**Provided material:**
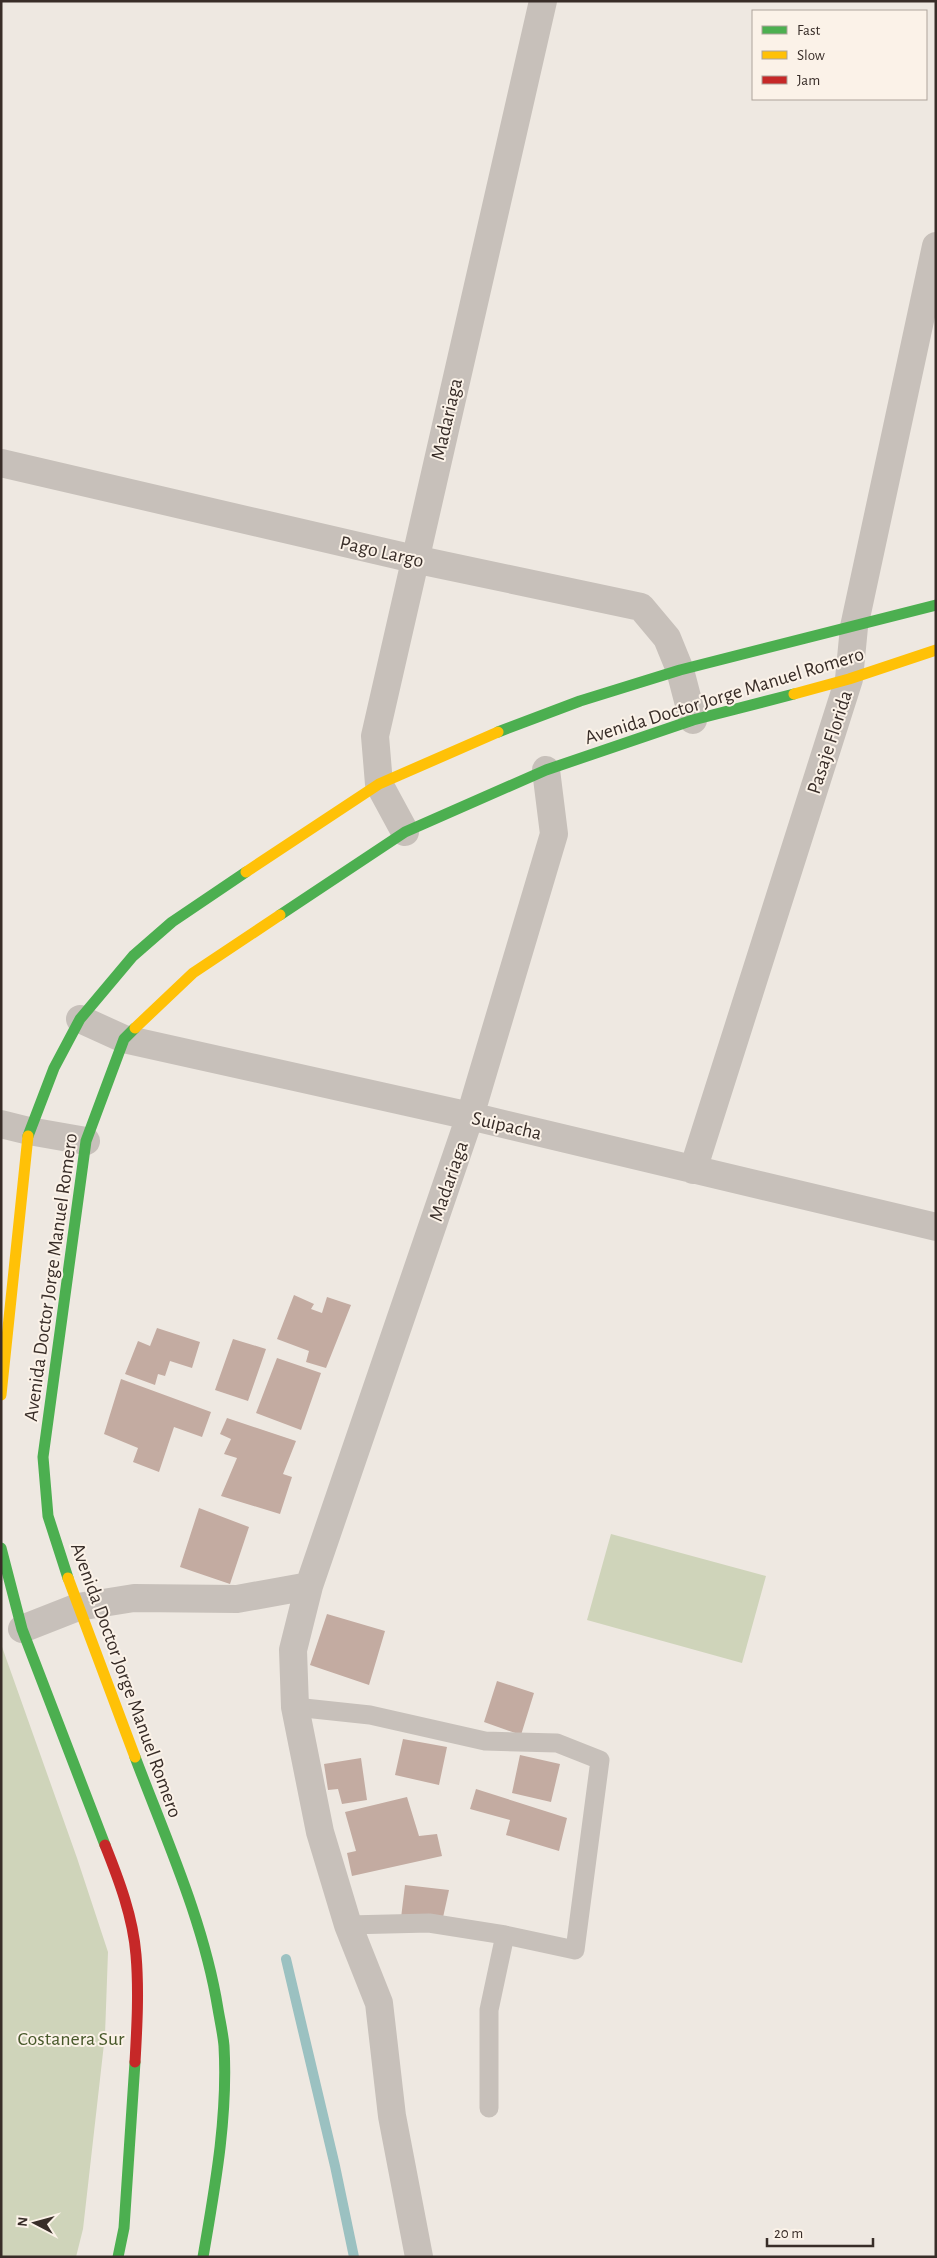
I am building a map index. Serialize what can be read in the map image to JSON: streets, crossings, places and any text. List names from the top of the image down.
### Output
{
  "streets": {
    "main road": ["Avenida Doctor Jorge Manuel Romero"],
    "street": [
      "Madariaga",
      "Pago Largo",
      "Pasaje Florida",
      "Suipacha"
    ]
  },
  "crossings": [
    ["Madariaga", "Pago Largo"],
    ["Madariaga", "Avenida Doctor Jorge Manuel Romero"],
    ["Madariaga", "Suipacha"],
    ["Pago Largo", "Avenida Doctor Jorge Manuel Romero"],
    ["Avenida Doctor Jorge Manuel Romero", "Pasaje Florida"],
    ["Avenida Doctor Jorge Manuel Romero", "Suipacha"],
    ["Pasaje Florida", "Suipacha"]
  ],
  "parks": ["Costanera Sur"],
  "legend": ["Fast", "Slow", "Jam"],
  "scale_bar": "20 m",
  "north": "left"
}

**Instructions to follow:** Return each record above as it stands. Pictures stay out.

**The answer:**
I am building a map index. Serialize what can be read in the map image to JSON: streets, crossings, places and any text. List names from the top of the image down.
### Output
{
  "streets": {
    "main road": ["Avenida Doctor Jorge Manuel Romero"],
    "street": [
      "Madariaga",
      "Pago Largo",
      "Pasaje Florida",
      "Suipacha"
    ]
  },
  "crossings": [
    ["Madariaga", "Pago Largo"],
    ["Madariaga", "Avenida Doctor Jorge Manuel Romero"],
    ["Madariaga", "Suipacha"],
    ["Pago Largo", "Avenida Doctor Jorge Manuel Romero"],
    ["Avenida Doctor Jorge Manuel Romero", "Pasaje Florida"],
    ["Avenida Doctor Jorge Manuel Romero", "Suipacha"],
    ["Pasaje Florida", "Suipacha"]
  ],
  "parks": ["Costanera Sur"],
  "legend": ["Fast", "Slow", "Jam"],
  "scale_bar": "20 m",
  "north": "left"
}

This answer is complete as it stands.